Material supplied:

+--

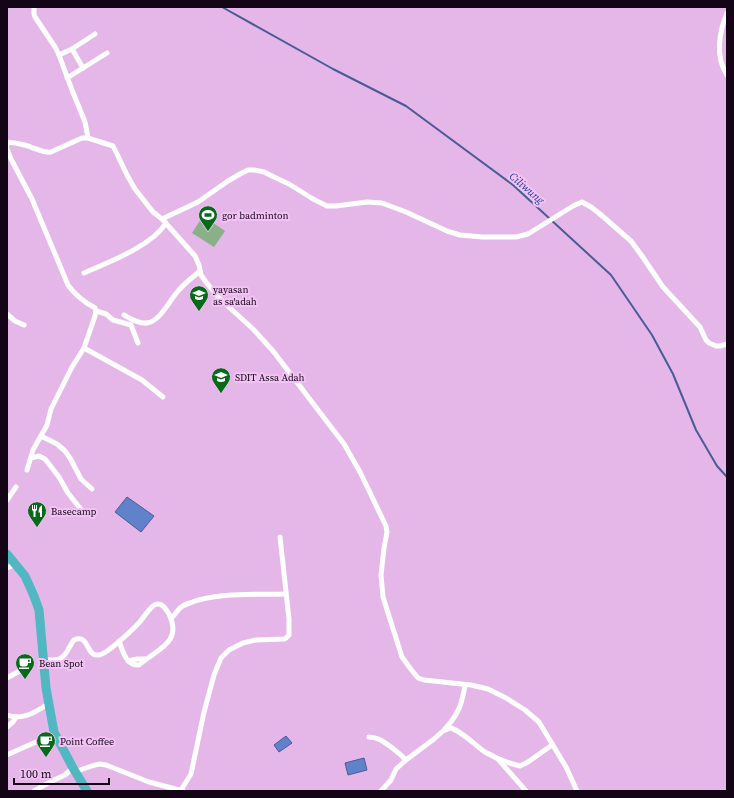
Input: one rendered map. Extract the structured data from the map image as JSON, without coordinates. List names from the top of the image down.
{
  "water": ["Ciliwung"],
  "places": {
    "sports": ["gor badminton"],
    "school or university": ["yayasan as sa'adah", "SDIT Assa Adah"],
    "restaurant": ["Basecamp"],
    "cafe": ["Bean Spot", "Point Coffee"]
  },
  "scale_bar": "100 m"
}
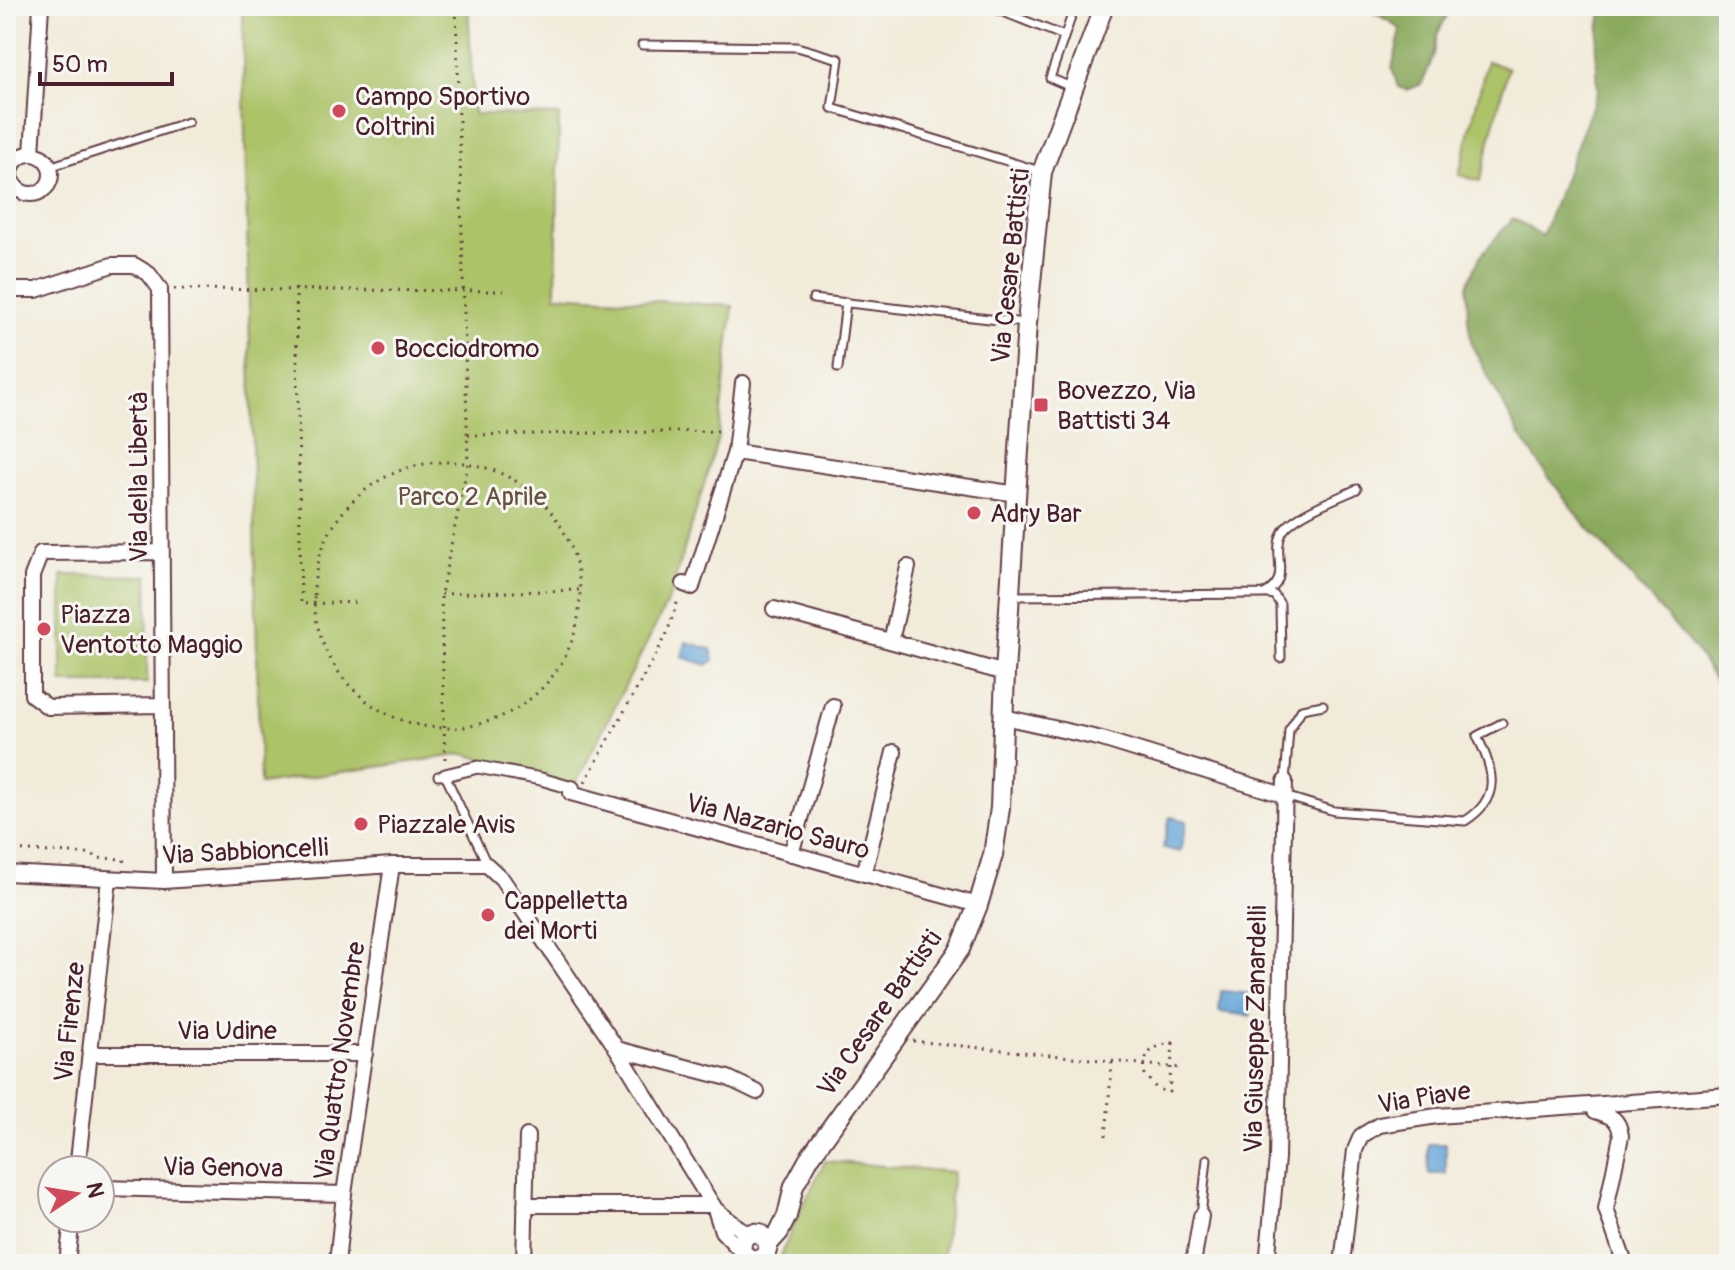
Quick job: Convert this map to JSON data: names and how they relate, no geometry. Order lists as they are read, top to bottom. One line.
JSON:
{"streets":{"street":["Via Cesare Battisti","Via della Libertà","Via Nazario Sauro","Via Sabbioncelli","Via Firenze","Via Giuseppe Zanardelli","Via Udine","Via Quattro Novembre","Via Piave","Via Genova"]},"crossings":[["Via Cesare Battisti","Via Nazario Sauro"],["Via della Libertà","Via Sabbioncelli"],["Via Sabbioncelli","Via Firenze"],["Via Sabbioncelli","Via Quattro Novembre"],["Via Firenze","Via Udine"],["Via Udine","Via Quattro Novembre"],["Via Quattro Novembre","Via Genova"]],"parks":["Parco 2 Aprile"],"places":{"other":["Campo Sportivo Coltrini","Bocciodromo","Adry Bar","Piazza Ventotto Maggio","Piazzale Avis","Cappelletta dei Morti"],"transit":["Bovezzo, Via Battisti 34"]},"scale_bar":"50 m","north":"right"}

+--

Work order:
Output all the data above verbatim, leaving out images.

Exercise answer:
Input: one rendered map. Extract the structured data from the map image as JSON, without coordinates. List names from the top of the image down.
{
  "water": ["Ciliwung"],
  "places": {
    "sports": ["gor badminton"],
    "school or university": ["yayasan as sa'adah", "SDIT Assa Adah"],
    "restaurant": ["Basecamp"],
    "cafe": ["Bean Spot", "Point Coffee"]
  },
  "scale_bar": "100 m"
}
Quick job: Convert this map to JSON data: names and how they relate, no geometry. Order lists as they are read, top to bottom. One line.
JSON:
{"streets":{"street":["Via Cesare Battisti","Via della Libertà","Via Nazario Sauro","Via Sabbioncelli","Via Firenze","Via Giuseppe Zanardelli","Via Udine","Via Quattro Novembre","Via Piave","Via Genova"]},"crossings":[["Via Cesare Battisti","Via Nazario Sauro"],["Via della Libertà","Via Sabbioncelli"],["Via Sabbioncelli","Via Firenze"],["Via Sabbioncelli","Via Quattro Novembre"],["Via Firenze","Via Udine"],["Via Udine","Via Quattro Novembre"],["Via Quattro Novembre","Via Genova"]],"parks":["Parco 2 Aprile"],"places":{"other":["Campo Sportivo Coltrini","Bocciodromo","Adry Bar","Piazza Ventotto Maggio","Piazzale Avis","Cappelletta dei Morti"],"transit":["Bovezzo, Via Battisti 34"]},"scale_bar":"50 m","north":"right"}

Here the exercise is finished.